Slightly surprising:
- Error varies systematically by hue, with primary and secondary colors having higher error than ternary colors.
- Reconstructed also vary systematically: primary colors mapped to near-black, while secondary colors map to near-white, and ternary colors map to middle-gray.
I expect this is due to the way the RGB cube maps to HSV: if you tilt the cube such that white is at the top and black is at the bottom, then:
- The primaries and secondaries are on corners around the middle, and ternaries are on the edges
- Primaries are closer to the bottom (black), and secondaries are closer to the top.

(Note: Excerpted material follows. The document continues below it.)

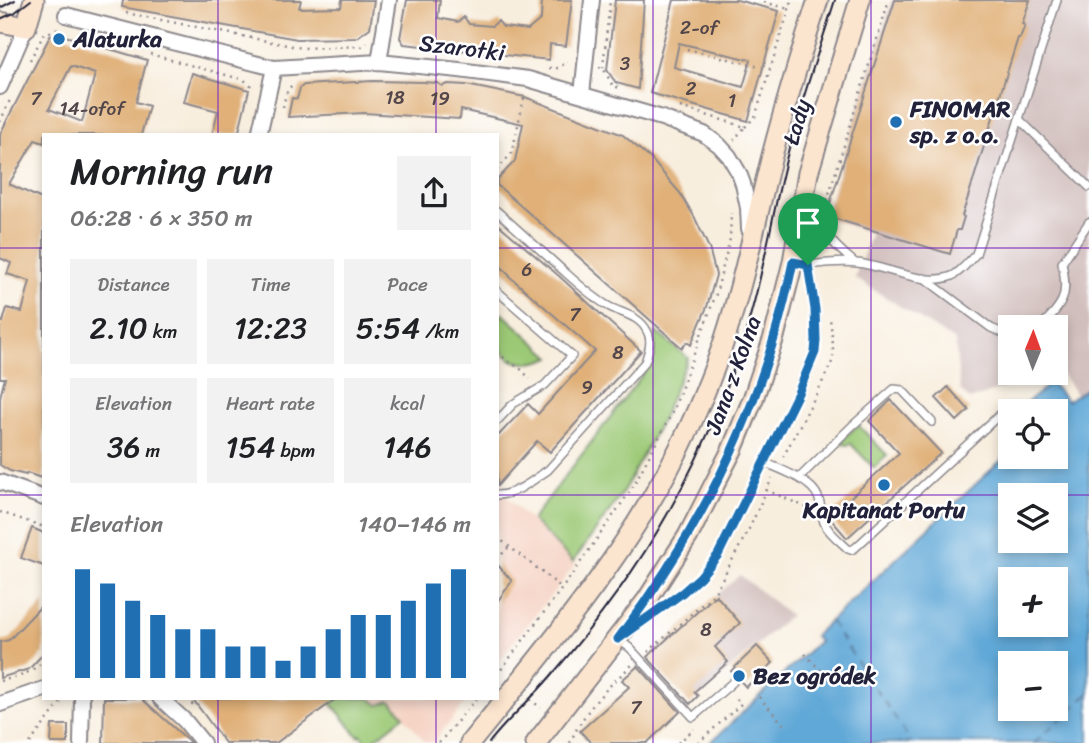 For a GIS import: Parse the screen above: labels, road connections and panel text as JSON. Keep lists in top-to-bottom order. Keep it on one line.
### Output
{"streets":{"street":["Szarotki","Łady","Jana z Kolna"]},"crossings":[["Szarotki","Jana z Kolna"],["Łady","Jana z Kolna"]],"places":["Alaturka","FINOMAR sp. z o.o.","Kapitanat Portu","Bez ogródek"],"house_numbers":["2-of","3","2","18","7","19","1","14-ofof","6","7","8","9","8","7"],"north":"top","page":{"heading":["Morning run","06:28 · 6 × 350 m"],"stats":[["Distance","2.10 km"],["Time","12:23"],["Pace","5:54 /km"],["Elevation","36 m"],["Heart rate","154 bpm"],["kcal","146"]],"map_buttons":["+","−"],"chart":["Elevation","140–146 m"]}}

Also, numerically, primaries are full value in one channel, while secondaries are full value in two channels, i.e. primaries are composed of "more zeros" and secondaries are composed of "more ones". But I find the geometric explanation more satisfying.
from typing import cast
from matplotlib.axes import Axes
import numpy as np
import matplotlib.pyplot as plt
from ex_color.data.color_cube import ColorCube
from utils.nb import displayer_mpl
def set_alpha(colors: np.ndarray, alpha: float) -> np.ndarray:
"""Set alpha channel of colors."""
assert colors.ndim == 2 and colors.shape[1] in (3, 4), 'colors must be [N, 3] or [N, 4]'
if colors.shape[1] == 3:
colors = np.concatenate([colors, np.ones((colors.shape[0], 1), dtype=colors.dtype)], axis=1)
colors[:, 3] = alpha
return colors
def plot_rgb_cube_orthographic(rgb_grid: np.ndarray, *, point_size: int = 30):
"""Plot RGB cube with diagonal (black→white) vertical (white on top)."""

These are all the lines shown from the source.